## Dataset records:
========================================================================

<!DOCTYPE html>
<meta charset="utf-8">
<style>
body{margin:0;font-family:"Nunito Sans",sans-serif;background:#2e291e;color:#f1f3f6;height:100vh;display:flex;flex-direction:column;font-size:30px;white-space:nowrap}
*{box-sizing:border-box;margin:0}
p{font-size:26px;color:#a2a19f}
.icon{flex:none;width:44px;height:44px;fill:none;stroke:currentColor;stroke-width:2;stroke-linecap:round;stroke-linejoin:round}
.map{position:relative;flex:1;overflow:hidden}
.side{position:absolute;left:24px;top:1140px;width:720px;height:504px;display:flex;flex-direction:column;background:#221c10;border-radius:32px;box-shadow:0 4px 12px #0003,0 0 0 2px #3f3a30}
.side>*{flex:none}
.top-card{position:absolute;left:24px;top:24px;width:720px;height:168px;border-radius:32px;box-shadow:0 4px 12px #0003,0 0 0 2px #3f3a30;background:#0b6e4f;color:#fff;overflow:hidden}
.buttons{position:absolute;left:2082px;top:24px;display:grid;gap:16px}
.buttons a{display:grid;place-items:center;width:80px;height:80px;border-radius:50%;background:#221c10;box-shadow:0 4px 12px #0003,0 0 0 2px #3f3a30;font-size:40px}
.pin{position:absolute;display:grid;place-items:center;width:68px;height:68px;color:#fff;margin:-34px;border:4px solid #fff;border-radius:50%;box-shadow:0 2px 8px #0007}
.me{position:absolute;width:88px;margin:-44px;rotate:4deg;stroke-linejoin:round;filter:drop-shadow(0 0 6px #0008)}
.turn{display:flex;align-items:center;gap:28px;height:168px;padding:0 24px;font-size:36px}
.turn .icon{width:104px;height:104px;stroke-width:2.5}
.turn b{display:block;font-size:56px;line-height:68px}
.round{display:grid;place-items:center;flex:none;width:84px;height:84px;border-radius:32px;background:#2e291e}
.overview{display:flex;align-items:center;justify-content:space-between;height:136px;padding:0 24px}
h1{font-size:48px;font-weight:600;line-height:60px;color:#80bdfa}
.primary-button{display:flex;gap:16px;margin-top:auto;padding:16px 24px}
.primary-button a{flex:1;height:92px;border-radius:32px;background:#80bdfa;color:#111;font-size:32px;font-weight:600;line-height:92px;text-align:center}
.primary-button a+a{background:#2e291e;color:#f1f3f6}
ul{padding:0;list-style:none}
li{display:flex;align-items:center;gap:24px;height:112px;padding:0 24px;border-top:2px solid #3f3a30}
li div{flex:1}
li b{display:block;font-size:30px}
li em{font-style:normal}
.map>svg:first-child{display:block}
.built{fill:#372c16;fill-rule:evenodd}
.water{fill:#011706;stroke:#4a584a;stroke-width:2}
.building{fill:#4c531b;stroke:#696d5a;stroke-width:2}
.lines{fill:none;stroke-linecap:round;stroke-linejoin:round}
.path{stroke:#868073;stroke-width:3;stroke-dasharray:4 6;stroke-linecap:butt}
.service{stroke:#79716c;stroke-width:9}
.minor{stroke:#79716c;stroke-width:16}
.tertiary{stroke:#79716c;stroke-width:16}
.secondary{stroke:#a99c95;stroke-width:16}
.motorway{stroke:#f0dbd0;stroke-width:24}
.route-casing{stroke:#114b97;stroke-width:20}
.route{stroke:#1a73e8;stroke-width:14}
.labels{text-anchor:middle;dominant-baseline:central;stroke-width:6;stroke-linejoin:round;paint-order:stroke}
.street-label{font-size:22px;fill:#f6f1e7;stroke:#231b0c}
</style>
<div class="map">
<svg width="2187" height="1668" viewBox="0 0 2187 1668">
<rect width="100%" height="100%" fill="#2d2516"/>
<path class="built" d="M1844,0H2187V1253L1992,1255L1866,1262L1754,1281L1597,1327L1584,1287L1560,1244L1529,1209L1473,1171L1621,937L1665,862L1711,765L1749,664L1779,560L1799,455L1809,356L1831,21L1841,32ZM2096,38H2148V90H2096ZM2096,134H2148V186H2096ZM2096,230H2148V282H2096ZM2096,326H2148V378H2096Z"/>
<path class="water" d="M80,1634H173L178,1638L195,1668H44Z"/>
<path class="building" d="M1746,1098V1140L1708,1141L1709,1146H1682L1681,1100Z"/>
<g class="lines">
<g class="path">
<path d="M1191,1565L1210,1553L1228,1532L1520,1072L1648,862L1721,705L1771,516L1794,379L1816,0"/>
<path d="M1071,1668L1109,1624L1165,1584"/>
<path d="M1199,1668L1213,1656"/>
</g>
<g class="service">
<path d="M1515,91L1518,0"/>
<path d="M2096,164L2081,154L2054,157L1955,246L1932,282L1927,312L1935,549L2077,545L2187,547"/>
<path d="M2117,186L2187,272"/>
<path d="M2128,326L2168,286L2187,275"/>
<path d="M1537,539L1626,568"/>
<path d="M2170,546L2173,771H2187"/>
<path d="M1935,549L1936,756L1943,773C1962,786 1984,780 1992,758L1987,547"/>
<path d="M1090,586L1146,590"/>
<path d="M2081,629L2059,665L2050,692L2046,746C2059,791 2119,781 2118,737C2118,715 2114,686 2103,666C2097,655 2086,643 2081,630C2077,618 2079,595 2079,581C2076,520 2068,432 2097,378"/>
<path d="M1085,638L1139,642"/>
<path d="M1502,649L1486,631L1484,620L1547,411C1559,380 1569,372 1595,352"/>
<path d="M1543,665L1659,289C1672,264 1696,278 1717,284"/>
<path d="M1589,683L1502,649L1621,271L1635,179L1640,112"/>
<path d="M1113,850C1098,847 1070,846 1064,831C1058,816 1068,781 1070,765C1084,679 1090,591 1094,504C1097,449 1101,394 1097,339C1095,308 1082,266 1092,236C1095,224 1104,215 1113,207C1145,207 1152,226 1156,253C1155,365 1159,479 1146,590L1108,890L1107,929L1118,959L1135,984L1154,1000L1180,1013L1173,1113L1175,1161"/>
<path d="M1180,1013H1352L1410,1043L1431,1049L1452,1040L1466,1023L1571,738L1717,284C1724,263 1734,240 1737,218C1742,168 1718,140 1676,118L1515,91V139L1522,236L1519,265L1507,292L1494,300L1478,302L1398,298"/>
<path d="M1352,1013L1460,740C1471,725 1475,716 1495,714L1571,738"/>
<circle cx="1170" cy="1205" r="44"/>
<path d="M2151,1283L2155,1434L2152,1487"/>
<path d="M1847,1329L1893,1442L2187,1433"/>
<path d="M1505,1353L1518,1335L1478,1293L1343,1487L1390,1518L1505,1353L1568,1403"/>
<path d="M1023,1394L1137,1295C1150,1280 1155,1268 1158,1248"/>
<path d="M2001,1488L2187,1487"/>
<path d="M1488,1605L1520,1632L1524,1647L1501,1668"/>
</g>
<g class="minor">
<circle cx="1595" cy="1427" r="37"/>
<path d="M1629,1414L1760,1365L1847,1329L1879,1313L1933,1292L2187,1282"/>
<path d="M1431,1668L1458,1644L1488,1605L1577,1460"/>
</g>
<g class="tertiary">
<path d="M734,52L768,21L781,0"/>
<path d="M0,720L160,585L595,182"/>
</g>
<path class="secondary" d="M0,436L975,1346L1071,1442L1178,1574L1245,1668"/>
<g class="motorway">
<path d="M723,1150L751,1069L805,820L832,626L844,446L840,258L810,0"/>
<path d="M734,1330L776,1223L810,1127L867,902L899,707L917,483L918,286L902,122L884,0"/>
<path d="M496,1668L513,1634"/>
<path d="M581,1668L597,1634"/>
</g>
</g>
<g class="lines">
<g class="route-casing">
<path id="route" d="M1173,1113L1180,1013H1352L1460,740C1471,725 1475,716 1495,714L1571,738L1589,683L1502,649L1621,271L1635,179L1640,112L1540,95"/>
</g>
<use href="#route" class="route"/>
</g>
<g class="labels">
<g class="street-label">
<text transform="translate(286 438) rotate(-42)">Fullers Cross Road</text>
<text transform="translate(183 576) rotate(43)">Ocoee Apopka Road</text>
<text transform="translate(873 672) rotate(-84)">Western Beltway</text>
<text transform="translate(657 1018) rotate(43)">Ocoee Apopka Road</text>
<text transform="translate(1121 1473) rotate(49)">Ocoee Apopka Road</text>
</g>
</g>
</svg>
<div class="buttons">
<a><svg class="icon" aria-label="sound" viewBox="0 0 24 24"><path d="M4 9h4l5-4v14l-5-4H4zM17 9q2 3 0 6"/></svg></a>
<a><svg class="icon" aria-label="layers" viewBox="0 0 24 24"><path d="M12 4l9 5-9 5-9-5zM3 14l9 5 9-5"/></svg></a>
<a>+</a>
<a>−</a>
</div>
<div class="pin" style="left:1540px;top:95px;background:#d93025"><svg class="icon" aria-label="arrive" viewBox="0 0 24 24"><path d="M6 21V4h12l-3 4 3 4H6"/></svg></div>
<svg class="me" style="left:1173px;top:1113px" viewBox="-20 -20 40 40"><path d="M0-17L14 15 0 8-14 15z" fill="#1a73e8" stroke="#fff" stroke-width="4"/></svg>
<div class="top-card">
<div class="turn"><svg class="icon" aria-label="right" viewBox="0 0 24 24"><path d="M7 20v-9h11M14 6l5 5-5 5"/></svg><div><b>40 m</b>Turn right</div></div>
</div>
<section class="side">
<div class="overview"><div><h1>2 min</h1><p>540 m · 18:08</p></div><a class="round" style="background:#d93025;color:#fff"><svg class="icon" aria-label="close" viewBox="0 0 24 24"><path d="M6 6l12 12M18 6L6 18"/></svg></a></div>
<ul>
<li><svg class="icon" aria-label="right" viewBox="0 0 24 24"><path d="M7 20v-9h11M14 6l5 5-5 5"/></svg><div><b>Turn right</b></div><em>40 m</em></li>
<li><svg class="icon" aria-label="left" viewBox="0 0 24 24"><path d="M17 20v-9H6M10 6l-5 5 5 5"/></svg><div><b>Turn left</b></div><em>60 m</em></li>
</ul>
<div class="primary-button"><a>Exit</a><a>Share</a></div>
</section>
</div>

========================================================================

Extract all lines from the data in which "buttons" is found.

.buttons{position:absolute;left:2082px;top:24px;display:grid;gap:16px}
.buttons a{display:grid;place-items:center;width:80px;height:80px;border-radius:50%;background:#221c10;box-shadow:0 4px 12px #0003,0 0 0 2px #3f3a30;font-size:40px}
<div class="buttons">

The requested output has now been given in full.